_Your goal_
Return the lines of the data below in which the string "lane" occurs.

[Records provided — start]

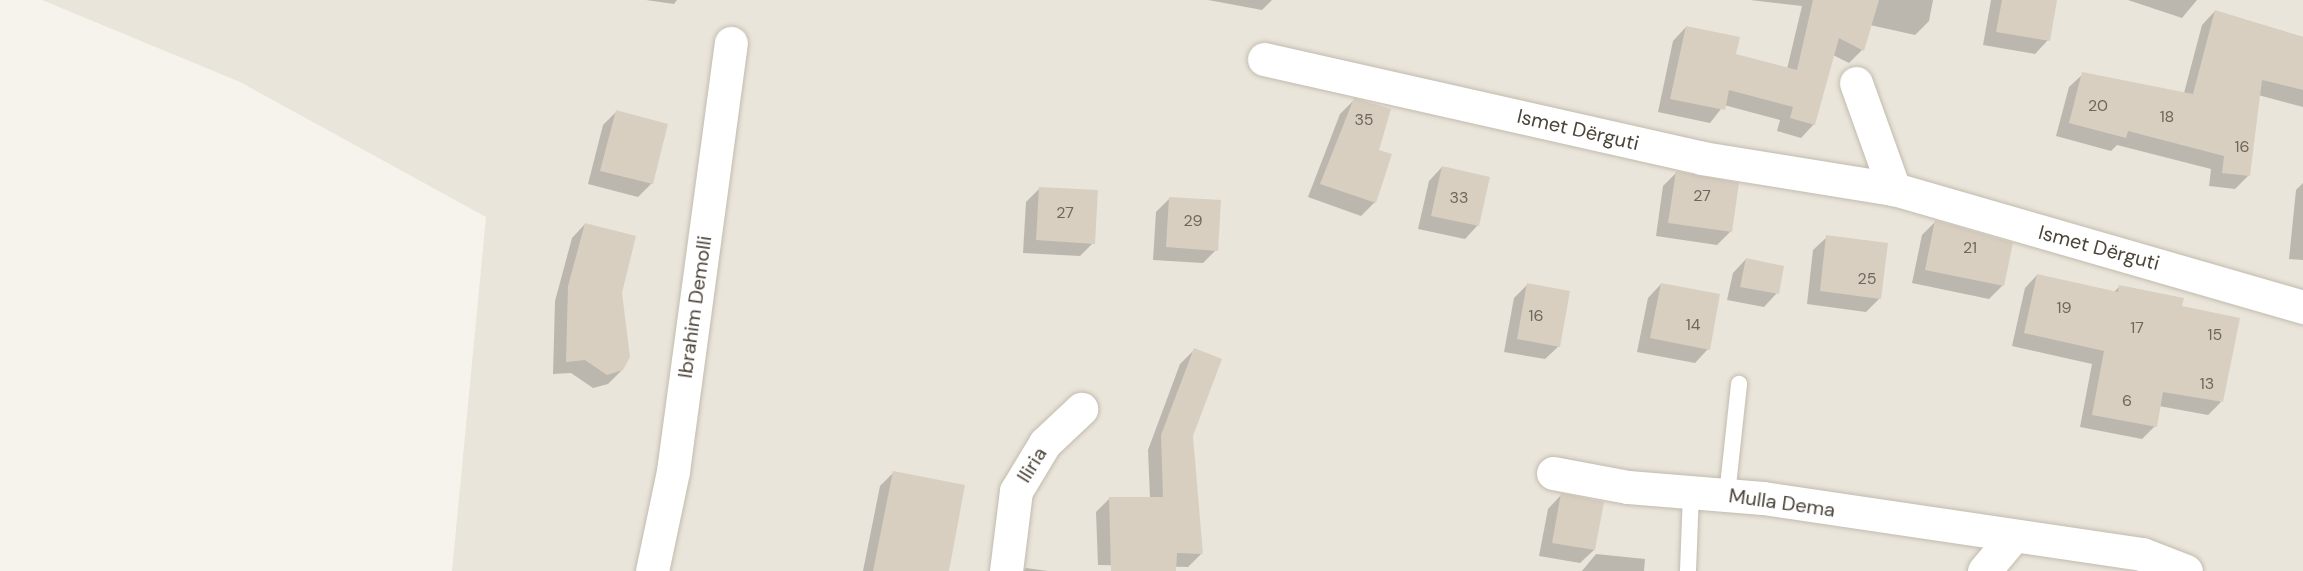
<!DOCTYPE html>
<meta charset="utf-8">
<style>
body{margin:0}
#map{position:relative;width:2303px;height:571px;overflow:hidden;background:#f6f3ec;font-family:"DM Sans",sans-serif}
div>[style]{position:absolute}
.residential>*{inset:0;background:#eae5da}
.shadow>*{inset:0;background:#0003}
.building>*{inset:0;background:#d8cfc1}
.roads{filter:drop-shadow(0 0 2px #c2bbae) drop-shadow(0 0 2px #c2bbae)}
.lane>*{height:16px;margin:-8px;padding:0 8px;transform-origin:8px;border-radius:8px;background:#fff}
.street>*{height:33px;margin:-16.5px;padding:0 16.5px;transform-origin:16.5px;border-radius:16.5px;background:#fff}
span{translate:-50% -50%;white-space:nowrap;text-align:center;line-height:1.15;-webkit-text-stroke:5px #fff;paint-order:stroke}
.number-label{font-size:16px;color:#6e675b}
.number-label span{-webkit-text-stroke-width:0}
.street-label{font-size:20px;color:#4b4439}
</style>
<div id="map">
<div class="residential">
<i style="clip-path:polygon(42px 0,2303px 0,2303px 571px,452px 571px,486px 217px,240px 82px)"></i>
</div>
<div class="shadow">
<i style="clip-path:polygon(646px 0,677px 0,674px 4px)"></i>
<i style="clip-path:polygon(1208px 0,1272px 0,1262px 10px)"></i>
<i style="clip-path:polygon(1750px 0,1933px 0,1929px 21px,1915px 35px,1870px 25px,1862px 50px,1849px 63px,1833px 55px,1814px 124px,1801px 138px,1777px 131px,1780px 120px,1724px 105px,1710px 123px,1658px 112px,1673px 41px,1686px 27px,1735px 55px,1787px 69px,1802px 6px)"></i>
<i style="clip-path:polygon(1991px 0,2055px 0,2048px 40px,2035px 54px,1983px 45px)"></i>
<i style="clip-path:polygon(2128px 0,2197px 0,2182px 18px)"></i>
<i style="clip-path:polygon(2215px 11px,2303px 37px,2303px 107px,2258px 95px,2248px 176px,2235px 189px,2209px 186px,2211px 169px,2117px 145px,2111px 151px,2056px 136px,2069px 87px,2083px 74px,2184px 93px,2202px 25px)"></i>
<i style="clip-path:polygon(1354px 100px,1377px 151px,1375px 202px,1361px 216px,1308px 197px,1340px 114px)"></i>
<i style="clip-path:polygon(616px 112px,652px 183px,638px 197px,588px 184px,603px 125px)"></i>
<i style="clip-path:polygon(1442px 167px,1478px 225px,1465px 239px,1418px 229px,1429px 181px)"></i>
<i style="clip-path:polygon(1676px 173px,1731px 231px,1717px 245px,1656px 236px,1663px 186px)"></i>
<i style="clip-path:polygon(2303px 183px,2303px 260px,2289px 259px,2296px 190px)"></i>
<i style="clip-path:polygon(1040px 188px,1093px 243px,1080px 256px,1023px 253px,1026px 202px)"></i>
<i style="clip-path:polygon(1170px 198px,1216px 250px,1203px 263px,1153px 260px,1156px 212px)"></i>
<i style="clip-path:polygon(1935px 222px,2011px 244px,2002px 286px,1989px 299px,1912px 283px,1922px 235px)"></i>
<i style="clip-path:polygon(585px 224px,621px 293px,622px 370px,608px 384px,593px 388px,571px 373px,553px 374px,555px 301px,572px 238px)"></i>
<i style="clip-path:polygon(1827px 237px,1880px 298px,1866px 312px,1807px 304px,1813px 250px)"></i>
<i style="clip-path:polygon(1746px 259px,1777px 293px,1764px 307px,1727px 300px,1733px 273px)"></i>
<i style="clip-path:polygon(2037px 275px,2114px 292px,2120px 286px,2221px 402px,2208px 415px,2159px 406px,2155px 426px,2142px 439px,2080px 427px,2092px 364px,2012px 346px,2025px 288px)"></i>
<i style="clip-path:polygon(1528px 284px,1559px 346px,1545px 359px,1504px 352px,1514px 298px)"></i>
<i style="clip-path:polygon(1661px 284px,1708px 349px,1695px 363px,1637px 352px,1648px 298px)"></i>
<i style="clip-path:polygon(1194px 350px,1192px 436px,1202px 553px,1188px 567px,1098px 565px,1096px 512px,1110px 498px,1150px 498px,1148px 450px,1180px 364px)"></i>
<i style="clip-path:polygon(893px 473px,947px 571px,863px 571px,880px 486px)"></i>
<i style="clip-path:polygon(1561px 495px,1594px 550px,1580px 563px,1539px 556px,1548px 509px)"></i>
<i style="clip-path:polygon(1596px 554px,1645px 559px,1644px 571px,1582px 571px)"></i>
<i style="clip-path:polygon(1026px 568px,1048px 571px,1023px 571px)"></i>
</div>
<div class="building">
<i style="clip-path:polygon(1813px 0,1879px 0,1864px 51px,1839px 38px,1815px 125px,1790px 118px,1793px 107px,1729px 90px,1725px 110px,1670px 99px,1686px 26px,1740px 37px,1736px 54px,1797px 70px)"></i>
<i style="clip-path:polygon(2002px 0,2057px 0,2050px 41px,1996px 32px)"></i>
<i style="clip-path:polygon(2215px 10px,2303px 37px,2303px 90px,2262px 80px,2250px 176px,2222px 173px,2224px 156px,2128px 131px,2126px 138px,2069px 123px,2082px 72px,2193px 94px)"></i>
<i style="clip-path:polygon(1354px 98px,1391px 109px,1379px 150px,1392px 154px,1376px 203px,1320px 184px)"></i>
<i style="clip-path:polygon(616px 110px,668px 124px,653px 184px,600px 171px)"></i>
<i style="clip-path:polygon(1442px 166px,1490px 177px,1479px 226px,1431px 216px)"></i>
<i style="clip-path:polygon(1676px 171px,1739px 183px,1732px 232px,1668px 223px)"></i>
<i style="clip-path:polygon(1039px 187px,1098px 190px,1095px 244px,1036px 240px)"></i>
<i style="clip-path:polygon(1169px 197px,1221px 200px,1218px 251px,1166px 247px)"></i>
<i style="clip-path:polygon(1935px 220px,2013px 243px,2004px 286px,1925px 270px)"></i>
<i style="clip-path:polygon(585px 223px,636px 236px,622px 293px,630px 357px,623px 370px,607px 375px,585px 360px,566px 362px,568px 286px)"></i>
<i style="clip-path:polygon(1826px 235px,1888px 243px,1881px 299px,1820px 291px)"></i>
<i style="clip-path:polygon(1746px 258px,1784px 266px,1779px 294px,1740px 287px)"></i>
<i style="clip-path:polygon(2037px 274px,2118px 292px,2119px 285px,2184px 298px,2182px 306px,2240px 318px,2223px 402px,2163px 392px,2157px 427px,2092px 415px,2104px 351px,2024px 333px)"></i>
<i style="clip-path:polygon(1527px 283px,1570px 291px,1560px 347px,1517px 339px)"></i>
<i style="clip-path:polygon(1661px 283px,1720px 294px,1710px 350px,1650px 338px)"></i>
<i style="clip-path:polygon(1194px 348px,1222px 359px,1193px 436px,1203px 554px,1177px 553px,1176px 571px,1111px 571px,1109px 497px,1163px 497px,1161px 435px)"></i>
<i style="clip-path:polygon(893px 471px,965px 485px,949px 571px,873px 571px)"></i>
<i style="clip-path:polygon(1561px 493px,1604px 502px,1595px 550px,1552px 543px)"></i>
</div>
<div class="roads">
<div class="lane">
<i style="left:1727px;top:495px;width:112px;rotate:-83.8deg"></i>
<i style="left:1688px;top:571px;width:78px;rotate:-87.8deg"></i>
</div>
<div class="street">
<i style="left:1264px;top:59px;width:449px;rotate:12.7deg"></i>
<i style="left:1702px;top:158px;width:194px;rotate:9.2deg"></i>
<i style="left:1894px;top:189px;width:426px;rotate:16.1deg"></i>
<i style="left:1856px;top:83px;width:113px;rotate:70.3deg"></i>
<i style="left:1553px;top:473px;width:76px;rotate:10.6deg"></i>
<i style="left:1628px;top:487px;width:135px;rotate:4.7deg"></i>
<i style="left:1763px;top:498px;width:383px;rotate:8.4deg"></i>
<i style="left:2142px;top:554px;width:47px;rotate:21.1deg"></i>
<i style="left:652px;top:571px;width:102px;rotate:-78.1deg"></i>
<i style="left:673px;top:471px;width:432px;rotate:-82.3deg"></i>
<i style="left:1006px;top:571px;width:81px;rotate:-82.9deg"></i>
<i style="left:1016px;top:491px;width:56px;rotate:-58.9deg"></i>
<i style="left:1045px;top:443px;width:50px;rotate:-43.4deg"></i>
<i style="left:1984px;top:571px;width:42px;rotate:-49.8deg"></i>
</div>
</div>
<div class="number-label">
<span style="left:2098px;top:106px">20</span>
<span style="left:2167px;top:117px">18</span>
<span style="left:1364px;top:120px">35</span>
<span style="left:2242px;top:147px">16</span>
<span style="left:1702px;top:196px">27</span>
<span style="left:1459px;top:198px">33</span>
<span style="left:1065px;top:213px">27</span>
<span style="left:1193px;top:221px">29</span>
<span style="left:1970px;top:248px">21</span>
<span style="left:1867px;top:279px">25</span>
<span style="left:2064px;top:308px">19</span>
<span style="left:1536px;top:316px">16</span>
<span style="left:1693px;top:325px">14</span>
<span style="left:2137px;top:328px">17</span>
<span style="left:2215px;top:335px">15</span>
<span style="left:2207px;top:384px">13</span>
<span style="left:2127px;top:401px">6</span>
</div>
<div class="street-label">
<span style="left:1578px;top:130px;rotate:13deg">Ismet Dërguti</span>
<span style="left:2099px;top:248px;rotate:15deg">Ismet Dërguti</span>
<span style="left:695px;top:307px;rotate:-82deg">Ibrahim Demolli</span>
<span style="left:1032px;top:465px;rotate:-58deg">Iliria</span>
<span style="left:1782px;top:503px;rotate:8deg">Mulla Dema</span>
</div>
</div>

[Records provided — finish]

_Solution for this exercise_
.lane>*{height:16px;margin:-8px;padding:0 8px;transform-origin:8px;border-radius:8px;background:#fff}
<div class="lane">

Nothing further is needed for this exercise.